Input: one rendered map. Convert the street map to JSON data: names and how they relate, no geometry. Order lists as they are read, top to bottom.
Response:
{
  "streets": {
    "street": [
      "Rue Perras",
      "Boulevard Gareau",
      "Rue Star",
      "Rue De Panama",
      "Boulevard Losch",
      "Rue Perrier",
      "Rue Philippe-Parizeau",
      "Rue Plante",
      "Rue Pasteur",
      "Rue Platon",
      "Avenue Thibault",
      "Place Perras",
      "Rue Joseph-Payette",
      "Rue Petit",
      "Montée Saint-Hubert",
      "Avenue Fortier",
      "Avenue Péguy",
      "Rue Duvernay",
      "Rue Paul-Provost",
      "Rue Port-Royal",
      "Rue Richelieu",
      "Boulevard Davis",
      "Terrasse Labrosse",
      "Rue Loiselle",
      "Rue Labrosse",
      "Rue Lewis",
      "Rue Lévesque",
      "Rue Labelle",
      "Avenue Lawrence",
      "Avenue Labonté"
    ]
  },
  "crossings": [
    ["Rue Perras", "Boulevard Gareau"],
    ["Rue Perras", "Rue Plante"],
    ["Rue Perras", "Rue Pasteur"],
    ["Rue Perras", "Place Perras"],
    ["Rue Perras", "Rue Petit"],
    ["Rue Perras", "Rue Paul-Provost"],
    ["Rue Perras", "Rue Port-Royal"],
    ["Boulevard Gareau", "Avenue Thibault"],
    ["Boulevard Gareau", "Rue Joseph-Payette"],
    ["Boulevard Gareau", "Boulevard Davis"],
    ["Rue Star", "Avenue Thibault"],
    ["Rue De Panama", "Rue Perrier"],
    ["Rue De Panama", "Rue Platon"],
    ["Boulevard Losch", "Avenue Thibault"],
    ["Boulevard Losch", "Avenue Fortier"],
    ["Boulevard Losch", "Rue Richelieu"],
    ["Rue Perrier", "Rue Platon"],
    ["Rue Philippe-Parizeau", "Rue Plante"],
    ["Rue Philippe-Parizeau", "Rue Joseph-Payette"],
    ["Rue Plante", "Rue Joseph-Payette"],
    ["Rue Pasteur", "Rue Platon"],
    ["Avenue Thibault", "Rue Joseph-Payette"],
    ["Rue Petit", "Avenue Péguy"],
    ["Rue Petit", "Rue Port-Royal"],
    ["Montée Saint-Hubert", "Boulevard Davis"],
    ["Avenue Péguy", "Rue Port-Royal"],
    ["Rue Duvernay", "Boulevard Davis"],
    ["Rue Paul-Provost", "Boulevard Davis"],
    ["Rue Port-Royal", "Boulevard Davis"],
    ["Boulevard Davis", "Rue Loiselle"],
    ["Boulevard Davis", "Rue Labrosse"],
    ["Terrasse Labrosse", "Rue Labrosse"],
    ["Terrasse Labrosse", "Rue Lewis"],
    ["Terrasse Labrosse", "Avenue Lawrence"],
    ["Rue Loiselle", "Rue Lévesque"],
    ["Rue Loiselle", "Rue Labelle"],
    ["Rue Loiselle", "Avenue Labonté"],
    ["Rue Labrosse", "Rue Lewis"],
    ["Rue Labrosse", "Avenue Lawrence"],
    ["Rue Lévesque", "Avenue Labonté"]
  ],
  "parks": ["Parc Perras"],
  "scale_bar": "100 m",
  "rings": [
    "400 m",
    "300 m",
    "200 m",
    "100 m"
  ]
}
▬▬▬
▶ _ABOUT THIS EXERCISE_
For this task, set down the entire listing word for word.

▶ _WORKED SOLUTION_
Input: one rendered map. Convert the street map to JSON data: names and how they relate, no geometry. Order lists as they are read, top to bottom.
Response:
{
  "streets": {
    "street": [
      "Rue Perras",
      "Boulevard Gareau",
      "Rue Star",
      "Rue De Panama",
      "Boulevard Losch",
      "Rue Perrier",
      "Rue Philippe-Parizeau",
      "Rue Plante",
      "Rue Pasteur",
      "Rue Platon",
      "Avenue Thibault",
      "Place Perras",
      "Rue Joseph-Payette",
      "Rue Petit",
      "Montée Saint-Hubert",
      "Avenue Fortier",
      "Avenue Péguy",
      "Rue Duvernay",
      "Rue Paul-Provost",
      "Rue Port-Royal",
      "Rue Richelieu",
      "Boulevard Davis",
      "Terrasse Labrosse",
      "Rue Loiselle",
      "Rue Labrosse",
      "Rue Lewis",
      "Rue Lévesque",
      "Rue Labelle",
      "Avenue Lawrence",
      "Avenue Labonté"
    ]
  },
  "crossings": [
    ["Rue Perras", "Boulevard Gareau"],
    ["Rue Perras", "Rue Plante"],
    ["Rue Perras", "Rue Pasteur"],
    ["Rue Perras", "Place Perras"],
    ["Rue Perras", "Rue Petit"],
    ["Rue Perras", "Rue Paul-Provost"],
    ["Rue Perras", "Rue Port-Royal"],
    ["Boulevard Gareau", "Avenue Thibault"],
    ["Boulevard Gareau", "Rue Joseph-Payette"],
    ["Boulevard Gareau", "Boulevard Davis"],
    ["Rue Star", "Avenue Thibault"],
    ["Rue De Panama", "Rue Perrier"],
    ["Rue De Panama", "Rue Platon"],
    ["Boulevard Losch", "Avenue Thibault"],
    ["Boulevard Losch", "Avenue Fortier"],
    ["Boulevard Losch", "Rue Richelieu"],
    ["Rue Perrier", "Rue Platon"],
    ["Rue Philippe-Parizeau", "Rue Plante"],
    ["Rue Philippe-Parizeau", "Rue Joseph-Payette"],
    ["Rue Plante", "Rue Joseph-Payette"],
    ["Rue Pasteur", "Rue Platon"],
    ["Avenue Thibault", "Rue Joseph-Payette"],
    ["Rue Petit", "Avenue Péguy"],
    ["Rue Petit", "Rue Port-Royal"],
    ["Montée Saint-Hubert", "Boulevard Davis"],
    ["Avenue Péguy", "Rue Port-Royal"],
    ["Rue Duvernay", "Boulevard Davis"],
    ["Rue Paul-Provost", "Boulevard Davis"],
    ["Rue Port-Royal", "Boulevard Davis"],
    ["Boulevard Davis", "Rue Loiselle"],
    ["Boulevard Davis", "Rue Labrosse"],
    ["Terrasse Labrosse", "Rue Labrosse"],
    ["Terrasse Labrosse", "Rue Lewis"],
    ["Terrasse Labrosse", "Avenue Lawrence"],
    ["Rue Loiselle", "Rue Lévesque"],
    ["Rue Loiselle", "Rue Labelle"],
    ["Rue Loiselle", "Avenue Labonté"],
    ["Rue Labrosse", "Rue Lewis"],
    ["Rue Labrosse", "Avenue Lawrence"],
    ["Rue Lévesque", "Avenue Labonté"]
  ],
  "parks": ["Parc Perras"],
  "scale_bar": "100 m",
  "rings": [
    "400 m",
    "300 m",
    "200 m",
    "100 m"
  ]
}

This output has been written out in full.